Why is the jobs picture turning south? Why did the forecasts miss?
I'm here to say that today's news is actually old news, and there's an important piece of the puzzle missing in our discourse about jobs / unemployment and economic growth.
I knew we were going to be heading into a downturn / recession around now. I knew it around the end of last year. But it's not because I have any special knowledge. It's because I've been following those who analyze something more fundamental than the debt ceiling political battle, more fundamental than Japan's Earthquake, more fundamental than GOP intransigence, more fundamental than all the usual things that are blamed for our worsening or stagnant unemployment picture. A bigger stimulus would not have prevented this from happening - I'd like to explain why.
1. We're heading into another rough spot for the global economy, but this was projected in advance - and was known late last year to those watching oil prices:
The price of oil moved above $90 a barrel yesterday. Is it time to become concerned about the possible macroeconomic effects? In the early part of this decade, consumers seemed to be largely ignoring oil prices, in part because energy expenditures had become a smaller part of their budget than they had been in the late 1970s. But as the price of oil rose over the decade, energy expenditures returned to a position of importance in consumer budgets. I'm persuaded that the oil price shock of 2007-2008 made a measurable contribution to the initial downturn of the Great Recession.

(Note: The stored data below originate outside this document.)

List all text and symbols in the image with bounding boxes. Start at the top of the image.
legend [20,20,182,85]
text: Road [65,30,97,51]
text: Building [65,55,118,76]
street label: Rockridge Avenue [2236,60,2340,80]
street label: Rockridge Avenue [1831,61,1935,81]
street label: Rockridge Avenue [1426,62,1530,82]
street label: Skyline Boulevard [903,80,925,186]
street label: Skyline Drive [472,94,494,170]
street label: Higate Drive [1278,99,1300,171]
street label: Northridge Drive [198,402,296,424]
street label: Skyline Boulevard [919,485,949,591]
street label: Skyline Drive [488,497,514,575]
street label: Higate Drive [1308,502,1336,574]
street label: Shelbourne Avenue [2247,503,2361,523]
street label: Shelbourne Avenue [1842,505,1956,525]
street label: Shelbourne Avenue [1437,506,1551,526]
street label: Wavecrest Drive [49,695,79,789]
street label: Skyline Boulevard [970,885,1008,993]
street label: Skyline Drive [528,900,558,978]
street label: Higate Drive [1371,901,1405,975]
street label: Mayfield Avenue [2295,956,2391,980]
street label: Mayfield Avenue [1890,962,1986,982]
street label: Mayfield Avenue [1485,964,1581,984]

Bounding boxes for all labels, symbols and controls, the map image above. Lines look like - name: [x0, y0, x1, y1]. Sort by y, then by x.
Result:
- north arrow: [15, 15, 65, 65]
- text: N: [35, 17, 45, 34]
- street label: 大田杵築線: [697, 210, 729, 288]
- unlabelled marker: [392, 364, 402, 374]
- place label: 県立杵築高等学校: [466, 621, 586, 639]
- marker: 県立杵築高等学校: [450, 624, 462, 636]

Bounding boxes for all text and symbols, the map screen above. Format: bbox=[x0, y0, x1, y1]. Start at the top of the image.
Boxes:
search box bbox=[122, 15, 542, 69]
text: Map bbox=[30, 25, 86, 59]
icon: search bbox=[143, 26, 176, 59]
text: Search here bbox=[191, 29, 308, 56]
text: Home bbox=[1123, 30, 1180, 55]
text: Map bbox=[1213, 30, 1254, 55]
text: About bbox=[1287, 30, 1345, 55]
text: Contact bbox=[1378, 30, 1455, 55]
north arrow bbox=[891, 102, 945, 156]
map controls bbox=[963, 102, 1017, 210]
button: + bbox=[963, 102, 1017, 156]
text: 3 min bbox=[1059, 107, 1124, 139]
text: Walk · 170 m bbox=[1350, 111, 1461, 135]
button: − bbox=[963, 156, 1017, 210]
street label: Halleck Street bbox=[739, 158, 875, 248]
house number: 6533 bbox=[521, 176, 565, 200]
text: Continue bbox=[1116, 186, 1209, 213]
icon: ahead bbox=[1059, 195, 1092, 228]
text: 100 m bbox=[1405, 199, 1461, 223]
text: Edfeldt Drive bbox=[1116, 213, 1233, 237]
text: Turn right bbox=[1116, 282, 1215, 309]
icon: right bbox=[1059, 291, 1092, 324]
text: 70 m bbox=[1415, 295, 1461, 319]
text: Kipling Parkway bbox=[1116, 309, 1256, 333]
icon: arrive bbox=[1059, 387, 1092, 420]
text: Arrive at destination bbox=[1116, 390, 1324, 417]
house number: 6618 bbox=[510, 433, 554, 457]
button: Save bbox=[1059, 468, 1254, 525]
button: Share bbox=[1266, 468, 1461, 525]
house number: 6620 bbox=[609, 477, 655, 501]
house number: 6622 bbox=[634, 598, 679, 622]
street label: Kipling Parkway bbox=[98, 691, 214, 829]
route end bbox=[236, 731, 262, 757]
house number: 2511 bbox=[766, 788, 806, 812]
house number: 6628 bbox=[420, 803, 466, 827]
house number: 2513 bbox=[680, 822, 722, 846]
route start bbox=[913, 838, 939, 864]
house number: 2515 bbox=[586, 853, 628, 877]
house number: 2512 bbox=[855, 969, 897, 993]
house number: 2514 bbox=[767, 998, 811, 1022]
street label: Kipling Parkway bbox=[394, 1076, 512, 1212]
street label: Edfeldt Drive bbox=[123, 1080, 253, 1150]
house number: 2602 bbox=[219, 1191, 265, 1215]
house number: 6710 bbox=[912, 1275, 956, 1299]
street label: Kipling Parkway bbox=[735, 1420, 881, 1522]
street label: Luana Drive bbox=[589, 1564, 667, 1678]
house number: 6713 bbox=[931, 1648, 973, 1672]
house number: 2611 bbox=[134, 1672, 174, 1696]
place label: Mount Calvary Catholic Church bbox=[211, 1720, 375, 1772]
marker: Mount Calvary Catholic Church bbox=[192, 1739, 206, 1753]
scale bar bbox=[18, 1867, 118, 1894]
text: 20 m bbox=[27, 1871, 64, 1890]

2. ECRI, which has been among the best and most sober in analyzing economic trends forecasted this using other metrics (e.g. they correctly said mid last year, when everyone was crowing about double dip that we weren't going to double dip then), are saying that there's basically nothing Obama can do at this point to affect the jobs situation before the election. I agree. These cycles are slow and have to play out:
3. The problem is fundamental:
oil is now the main bottleneck for our economy. (I'm not saying it's the
only bottleneck, just the main one.)
Unfortunately it’s exactly here where the standard progressive argument runs off the rails. Stimulus only works to get a self-sustaining recovery going if there are resources for the economy to self-sustain. Given that oil production has been on a global plateau for 6 years (all the while,
China and India are gobbling up more and more of it), even if we got the economy revved up again it would sputter from high oil prices. Drilling won't solve the problem either. While oil prices don't go only in one direction (they drop down when there's a recession), the long term trend is a steady rise in prices.
4. The only thing Obama could have done is actually tried to make the downturn happen sooner. This would have been politically wise, but wouldn't have really been of much help. One way would have been to initiate a massive oil drilling moratorium - halting existing oil production for safety inspections - immediately after deepwater horizon last year, causing a strong spike in oil prices. This would have made the downturn start earlier - around Q1 of this year - and be done by around now, with a recovery coinciding with the election.
I've written more about how this fundamental dynamic means we're at the end of economic growth:
The graph, from this interesting post from Doug Short, shows inflation-adjusted GDP over time.
The crazy thing that almost nobody talks about is that this may be the first time in the history of modern U.S. economic statistics that a recovery has not gotten us back to the previous peak GDP (inflation adjusted). Given that we’re likely to have at least one if not two negative GDP quarters this year, that means that our recovery was only partial.
Given the oil constraint, we’re likely to see that happen going forward: each recession is followed by a recovery, but that recovery only gets us part of the way back up the hill. By then we have another downturn/recession, and so on. 20 years of that and we may be looking at persistent 15-20% unemployment (U3) and a standard of living far below what we have today.
I should add a bit on how we might get ourselves out of this destructive cycle. The way to respond to this is to design programs that massively increase our energy efficiency and energy independence. These can be stimulus programs, so they’ll create jobs, but they have to be carefully crafted so that they don’t cause much of a rebound effect. Basically we need to decrease our oil-to-GDP ratio.
It’s a multi-year effort that should have been started in 2009. But no such program can be proposed let alone implemented until anyone (anyone!) in Washington understands that this is a key constraint for the economy.
The thing that baffles me is that even the most progressive Dems in congress have no clue how much oil is our achilles heel. I’ve never seen any of the supposed progressive heroes of congress make so much as a speech about how reducing our dependence upon oil is required to ever have the economy grow again. This is a major political challenge that I hope this community will take on going forward.